For sale: Baby shoes. Never worn. Folklore says this sentence won Ernest Hemingway a literary bar bet after he was challenged to write a complete story in just six words. According to Will Reese, chief innovation officer at Cadient Group, it encapsulates the virtues of taking a minimalist approach to story-telling—an approach that he believes is essential in this contemporary world of “information overload” and “excessive, omni-channel stimuli.”

Reese was addressing delegates at last month’s MM&M Skill Sets Live program in New York, entitled Content Marketing for Healthcare. This proved to be a hugely popular (read: sold out) event. The reasons for this seemed to be twofold: first, content marketing is all the rage, of course; and second, it’s a topic that, based on anecdotal evidence, seems to fill healthcare marketers with trepidation and confusion.

The idea that a bunch of smart people can be fearful of content creation is a little ironic. After all, it’s just storytelling. And I’m sure I’m not alone when I say that sharing stories is pretty much the first thing I can remember doing as a child; at first, simply being read to, and then later attempting to write a few tales of my own. In fact, I still have a hand-written book of short stories I wrote when I was five or six years old (naturally, my handwriting was considerably neater then). Most people have something similar. Therefore content marketing is not some mysterious, new paradigm that requires intricate, technical knowledge, years of training, or learning a new language—it’s simply the art of sharing good stories.

Of course, as with other tactics that might appear straightforward-ish for other industries, pharma’s experience can be a little more challenging. The industry is historically structured to make sales, and its marketing is conditioned in campaigns that have beginnings, ends, calls to action and demonstrable results. And that’s before you even start to talk regulatory.

Bill Meisle, SVP, director of customer engagement, ICC Lowe, is one of many industry voices that refuses to accept that pharma cannot do content marketing. “It requires a new way of thinking,” he told delegates at the same event. “[Companies and brands are] not organized to execute against a content strategy. They don’t understand how content marketing will create an impact.”
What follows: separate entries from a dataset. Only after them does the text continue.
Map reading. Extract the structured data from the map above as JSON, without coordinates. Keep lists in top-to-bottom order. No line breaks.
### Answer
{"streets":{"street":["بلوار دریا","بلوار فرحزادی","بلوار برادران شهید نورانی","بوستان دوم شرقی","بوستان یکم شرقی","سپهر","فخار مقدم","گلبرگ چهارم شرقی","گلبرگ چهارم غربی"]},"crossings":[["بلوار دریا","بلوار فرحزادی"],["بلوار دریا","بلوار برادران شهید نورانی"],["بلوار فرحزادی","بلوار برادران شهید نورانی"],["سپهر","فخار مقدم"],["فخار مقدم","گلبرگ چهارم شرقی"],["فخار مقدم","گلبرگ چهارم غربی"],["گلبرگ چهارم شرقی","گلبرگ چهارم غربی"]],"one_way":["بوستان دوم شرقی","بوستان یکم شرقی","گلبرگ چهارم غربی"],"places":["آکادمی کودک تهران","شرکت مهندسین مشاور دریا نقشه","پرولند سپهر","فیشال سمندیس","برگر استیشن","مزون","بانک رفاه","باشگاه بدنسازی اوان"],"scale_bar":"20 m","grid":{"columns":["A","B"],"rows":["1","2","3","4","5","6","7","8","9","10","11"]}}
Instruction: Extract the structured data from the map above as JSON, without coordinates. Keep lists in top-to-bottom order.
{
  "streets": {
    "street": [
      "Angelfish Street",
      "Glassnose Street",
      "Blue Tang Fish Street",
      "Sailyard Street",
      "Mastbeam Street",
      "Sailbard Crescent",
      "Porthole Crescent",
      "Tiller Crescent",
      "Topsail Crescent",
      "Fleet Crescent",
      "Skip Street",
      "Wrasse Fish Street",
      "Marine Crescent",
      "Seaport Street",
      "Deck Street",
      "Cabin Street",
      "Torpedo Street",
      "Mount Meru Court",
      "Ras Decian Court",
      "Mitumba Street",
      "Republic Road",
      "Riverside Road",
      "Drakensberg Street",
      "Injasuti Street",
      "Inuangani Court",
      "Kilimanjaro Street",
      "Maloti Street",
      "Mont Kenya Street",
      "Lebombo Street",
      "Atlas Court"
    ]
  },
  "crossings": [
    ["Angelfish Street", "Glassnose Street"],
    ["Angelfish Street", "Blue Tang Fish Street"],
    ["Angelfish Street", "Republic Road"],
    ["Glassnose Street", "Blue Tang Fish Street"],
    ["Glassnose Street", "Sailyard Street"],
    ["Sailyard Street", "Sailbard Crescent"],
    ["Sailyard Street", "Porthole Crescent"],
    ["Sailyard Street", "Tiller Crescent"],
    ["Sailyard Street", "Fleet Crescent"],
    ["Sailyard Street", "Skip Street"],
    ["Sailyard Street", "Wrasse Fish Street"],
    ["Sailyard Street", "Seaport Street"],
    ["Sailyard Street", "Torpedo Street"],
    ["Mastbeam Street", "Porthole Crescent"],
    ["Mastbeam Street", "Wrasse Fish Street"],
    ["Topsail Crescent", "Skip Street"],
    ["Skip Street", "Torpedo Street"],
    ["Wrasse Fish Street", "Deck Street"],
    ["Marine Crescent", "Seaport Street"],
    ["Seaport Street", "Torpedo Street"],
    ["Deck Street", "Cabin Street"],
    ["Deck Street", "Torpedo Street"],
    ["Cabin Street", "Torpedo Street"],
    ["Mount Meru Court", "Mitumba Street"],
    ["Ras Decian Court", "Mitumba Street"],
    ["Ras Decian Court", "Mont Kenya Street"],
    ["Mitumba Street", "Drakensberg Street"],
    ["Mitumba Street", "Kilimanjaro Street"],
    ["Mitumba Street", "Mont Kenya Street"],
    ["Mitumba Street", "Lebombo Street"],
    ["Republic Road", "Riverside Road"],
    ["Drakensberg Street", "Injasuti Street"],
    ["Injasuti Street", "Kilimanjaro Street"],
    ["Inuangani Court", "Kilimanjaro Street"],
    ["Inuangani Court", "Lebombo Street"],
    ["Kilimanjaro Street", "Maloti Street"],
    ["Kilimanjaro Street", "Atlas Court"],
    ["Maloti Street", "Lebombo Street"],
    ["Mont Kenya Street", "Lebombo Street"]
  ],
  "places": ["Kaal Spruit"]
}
Meisle, who spent more than a decade at GlaxoSmithKline, also dismissed another popular excuse for not deploying content marketing—that such programs are too expensive. “There’s no funding?” he asked. “How about the money we used to spend on DTC? It seems wrong that we can’t do this.”

He also urged mar­keters to think like publishers. “In publishing, content is seen as an asset. Pharma marketers can’t just dabble; they must engage on a continuous basis.”

Alison Woo, social media director at Bristol-Myers Squibb, agreed with this sentiment in her keynote presentation. “We’re all journalists now,” she said. “We’re all creators. This is not one-and-done.”

And remember, your stories have to be worth sharing. “99.9% of the time, patients are not thinking about you,” said Reese. “In many cases, they are not even thinking about their disease. They have lives.” He used the example of a Parkinson’s patient: “They don’t need another site to explain the science. But create ‘20 Tips For Traveling With Parkinson’s’—now that’s a piece of content people will read.”